_Material supplied_:
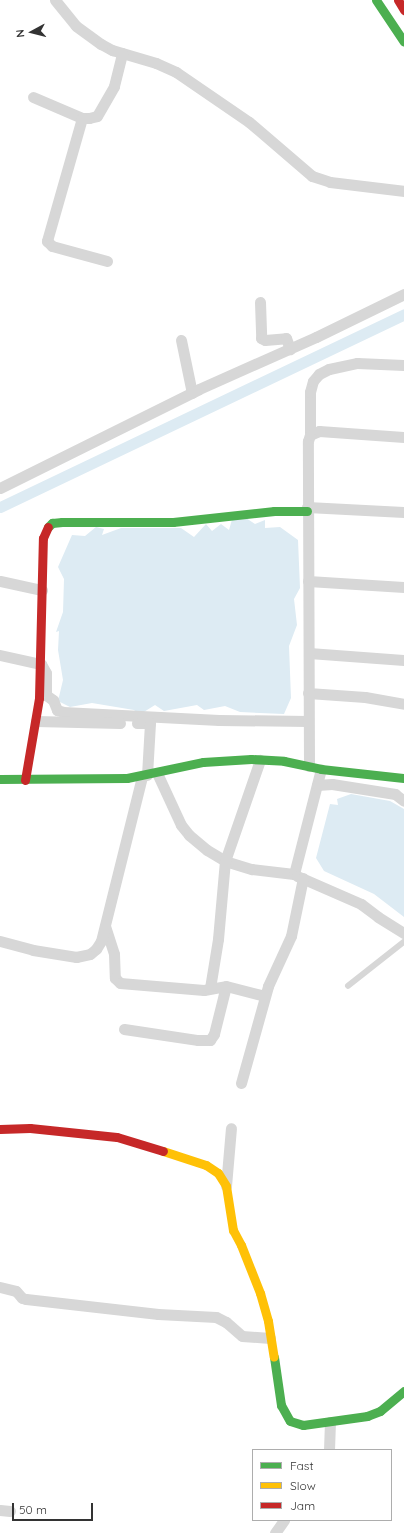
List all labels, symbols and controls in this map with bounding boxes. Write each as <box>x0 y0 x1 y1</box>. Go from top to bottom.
north arrow <box>12 12 52 52</box>
text: N <box>13 29 28 38</box>
legend <box>252 1449 392 1521</box>
text: Fast <box>290 1458 314 1473</box>
text: Slow <box>290 1478 316 1493</box>
scale bar <box>14 1495 95 1521</box>
text: Jam <box>290 1498 315 1513</box>
text: 50 m <box>19 1502 47 1517</box>

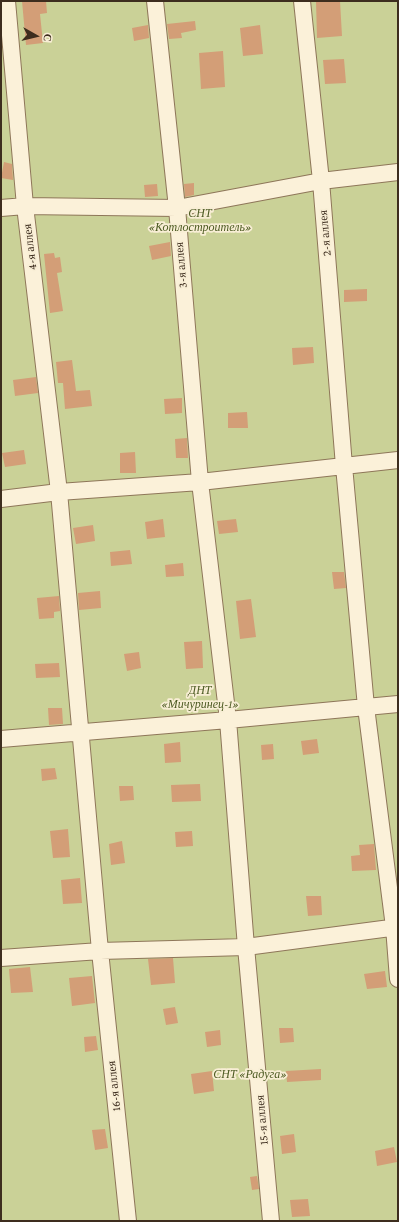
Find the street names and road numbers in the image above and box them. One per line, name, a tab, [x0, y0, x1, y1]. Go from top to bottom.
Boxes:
street label: 2-я аллея	[316, 209, 334, 257]
street label: 4-я аллея	[20, 223, 40, 271]
street label: 3-я аллея	[172, 241, 190, 289]
street label: 16-я аллея	[104, 1060, 124, 1112]
street label: 15-я аллея	[253, 1094, 271, 1146]

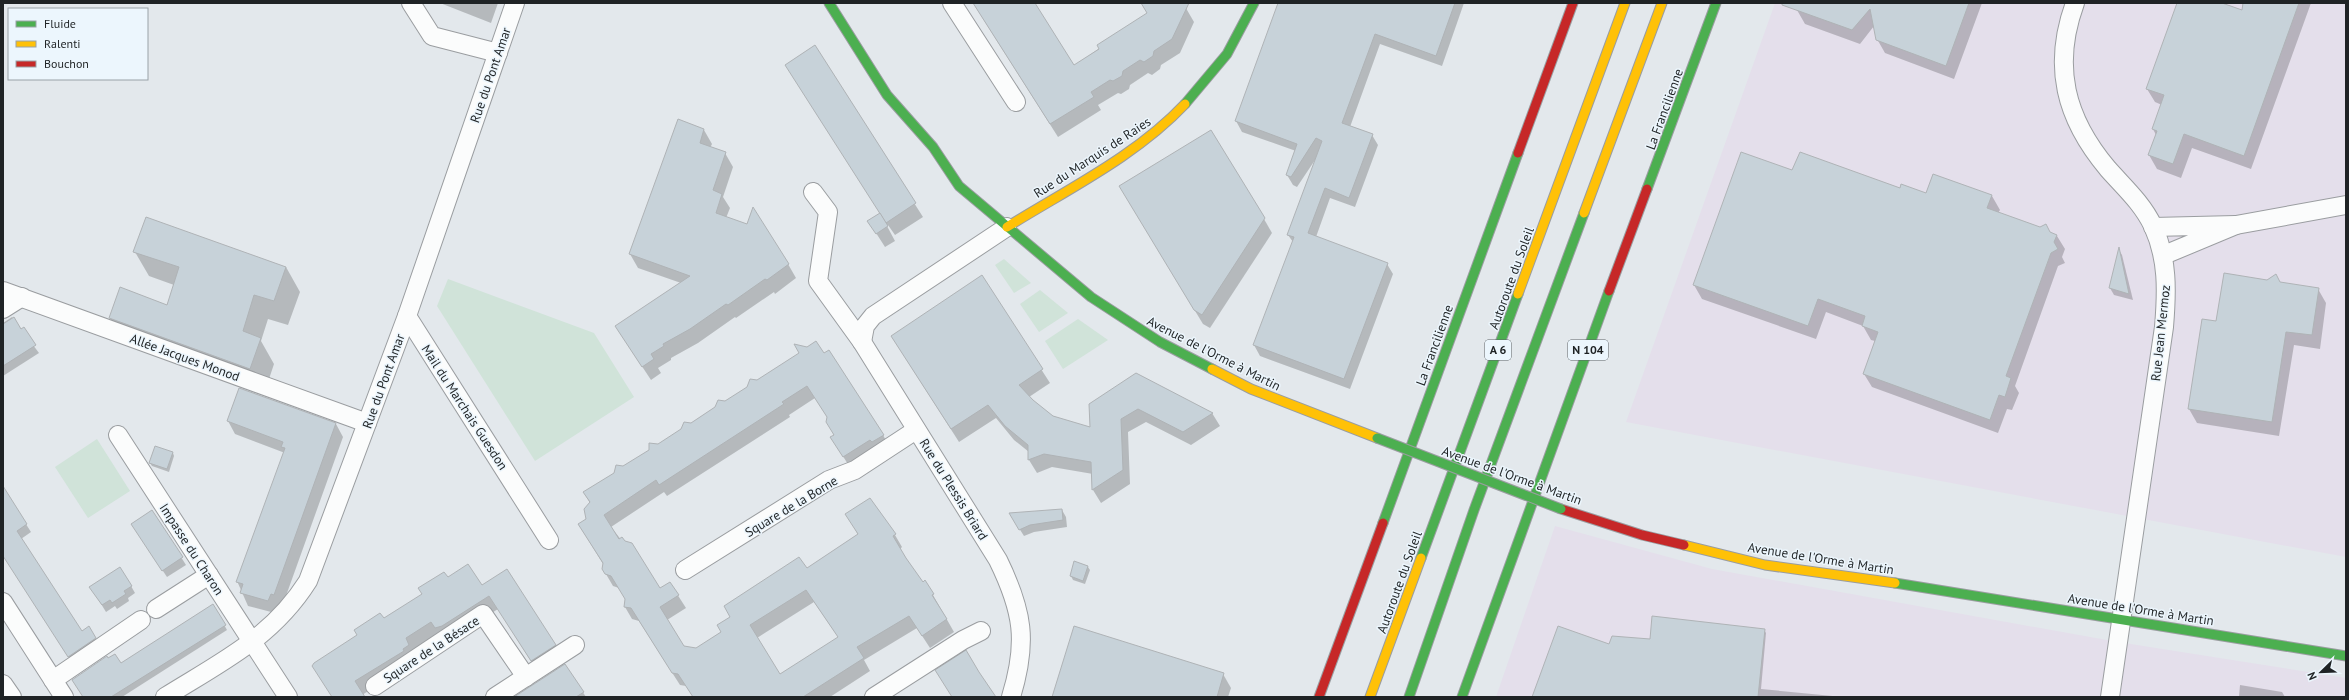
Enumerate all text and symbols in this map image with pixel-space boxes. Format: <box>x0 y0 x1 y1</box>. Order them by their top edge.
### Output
legend <box>8 8 148 80</box>
text: Fluide <box>44 16 76 31</box>
street label: Rue du Pont Amar <box>466 25 515 125</box>
text: Ralenti <box>44 36 80 51</box>
text: Bouchon <box>44 56 89 71</box>
street label: La Francilienne <box>1642 66 1687 152</box>
street label: Rue du Marquis de Raies <box>1030 113 1154 202</box>
street label: Autoroute du Soleil <box>1485 225 1538 332</box>
street label: Rue Jean Mermoz <box>2147 284 2174 382</box>
street label: La Francilienne <box>1412 302 1457 388</box>
street label: Avenue de l'Orme à Martin <box>1144 312 1283 395</box>
street label: Allée Jacques Monod <box>128 330 242 385</box>
street label: Rue du Pont Amar <box>358 331 409 431</box>
road number: A 6 <box>1485 340 1511 360</box>
road number: N 104 <box>1568 340 1608 360</box>
street label: Mail du Marchais Guesdon <box>418 341 511 473</box>
street label: Rue du Plessis Briard <box>915 435 992 543</box>
street label: Avenue de l'Orme à Martin <box>1440 442 1584 509</box>
street label: Square de la Borne <box>742 472 841 541</box>
street label: Impasse du Charon <box>156 500 228 598</box>
street label: Autoroute du Soleil <box>1373 529 1426 636</box>
street label: Avenue de l'Orme à Martin <box>1747 539 1895 578</box>
street label: Avenue de l'Orme à Martin <box>2067 590 2215 629</box>
street label: Square de la Bésace <box>380 612 482 687</box>
north arrow <box>2301 652 2341 692</box>
text: N <box>2304 670 2320 682</box>

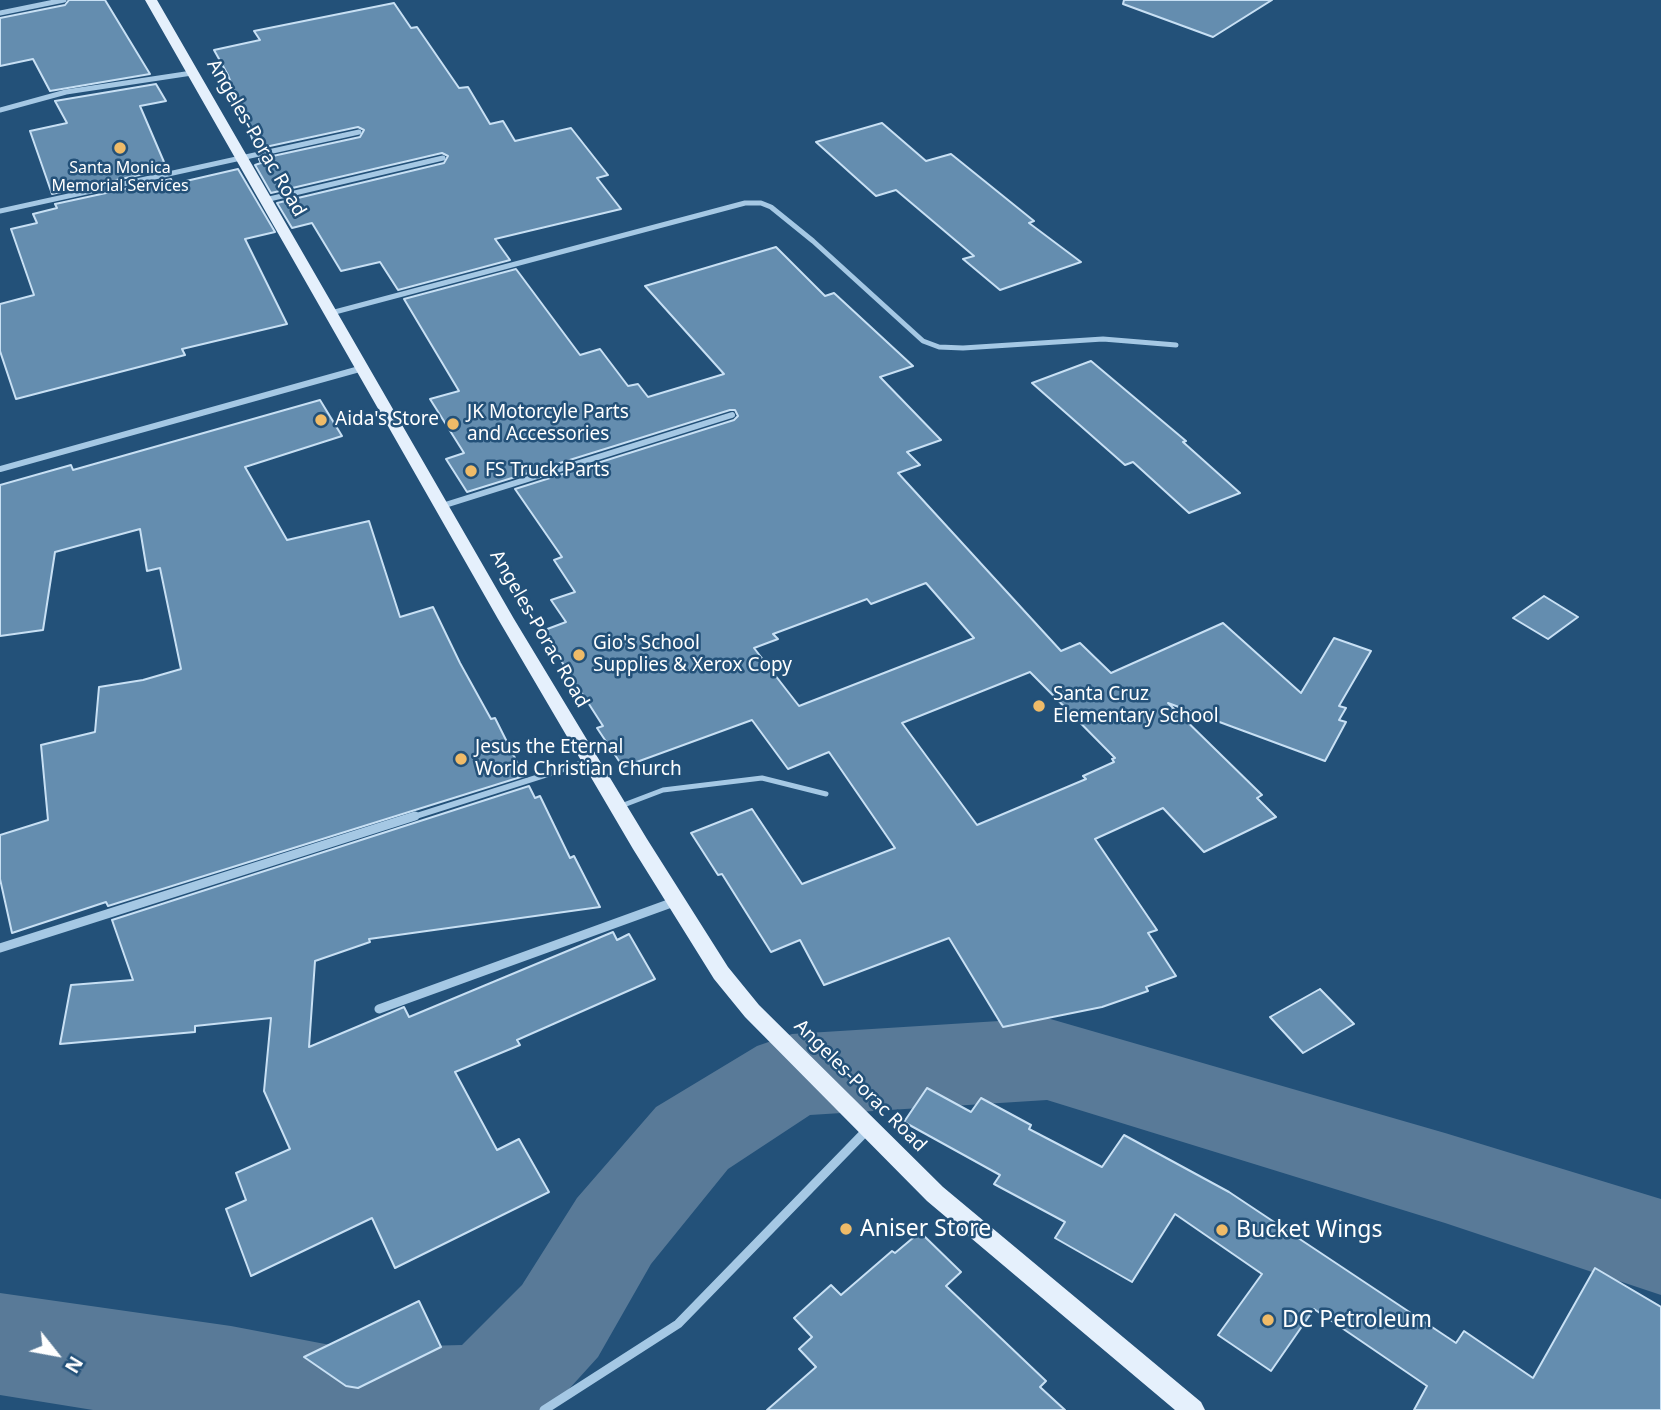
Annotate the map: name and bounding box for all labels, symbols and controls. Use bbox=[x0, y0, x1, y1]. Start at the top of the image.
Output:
street label: Angeles-Porac Road bbox=[202, 55, 310, 221]
marker: Santa Monica Memorial Services bbox=[112, 140, 128, 156]
place label: Santa Monica Memorial Services bbox=[51, 158, 189, 196]
place label: JK Motorcyle Parts and Accessories bbox=[467, 402, 629, 446]
place label: Aida's Store bbox=[335, 409, 439, 431]
marker: Aida's Store bbox=[313, 412, 329, 428]
marker: JK Motorcyle Parts and Accessories bbox=[445, 416, 461, 432]
place label: FS Truck Parts bbox=[485, 460, 610, 482]
marker: FS Truck Parts bbox=[463, 463, 479, 479]
street label: Angeles-Porac Road bbox=[485, 546, 593, 712]
place label: Gio's School Supplies & Xerox Copy bbox=[593, 633, 792, 677]
marker: Gio's School Supplies & Xerox Copy bbox=[571, 647, 587, 663]
place label: Santa Cruz Elementary School bbox=[1053, 684, 1219, 728]
marker: Santa Cruz Elementary School bbox=[1031, 698, 1047, 714]
place label: Jesus the Eternal World Christian Church bbox=[475, 737, 682, 781]
marker: Jesus the Eternal World Christian Church bbox=[453, 751, 469, 767]
street label: Angeles-Porac Road bbox=[789, 1015, 931, 1157]
place label: Aniser Store bbox=[860, 1215, 991, 1243]
place label: Bucket Wings bbox=[1236, 1216, 1382, 1244]
marker: Aniser Store bbox=[838, 1221, 854, 1237]
marker: Bucket Wings bbox=[1214, 1222, 1230, 1238]
place label: DC Petroleum bbox=[1282, 1306, 1432, 1334]
marker: DC Petroleum bbox=[1260, 1312, 1276, 1328]
north arrow bbox=[21, 1319, 91, 1389]
text: N bbox=[59, 1351, 89, 1378]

_About this task_: Print the material above word for word, first line through the line with "Enumerate all text", and leave every picture out.

_Exercise answer_:
List all labels, symbols and controls in this map with bounding boxes. Write each as <box>x0 y0 x1 y1</box>. Go from top to bottom.
north arrow <box>12 12 52 52</box>
text: N <box>13 29 28 38</box>
legend <box>252 1449 392 1521</box>
text: Fast <box>290 1458 314 1473</box>
text: Slow <box>290 1478 316 1493</box>
scale bar <box>14 1495 95 1521</box>
text: Jam <box>290 1498 315 1513</box>
text: 50 m <box>19 1502 47 1517</box>

Find the street names and road numbers in the image above and box them. One per line, name, a tab, [x0, y0, x1, y1]. Go from top to bottom.
Boxes:
street label: 2-я аллея	[316, 209, 334, 257]
street label: 4-я аллея	[20, 223, 40, 271]
street label: 3-я аллея	[172, 241, 190, 289]
street label: 16-я аллея	[104, 1060, 124, 1112]
street label: 15-я аллея	[253, 1094, 271, 1146]

Enumerate all text and symbols in this map image with pixel-space boxes. Format: <box>x0 y0 x1 y1</box>. Order them by their top edge.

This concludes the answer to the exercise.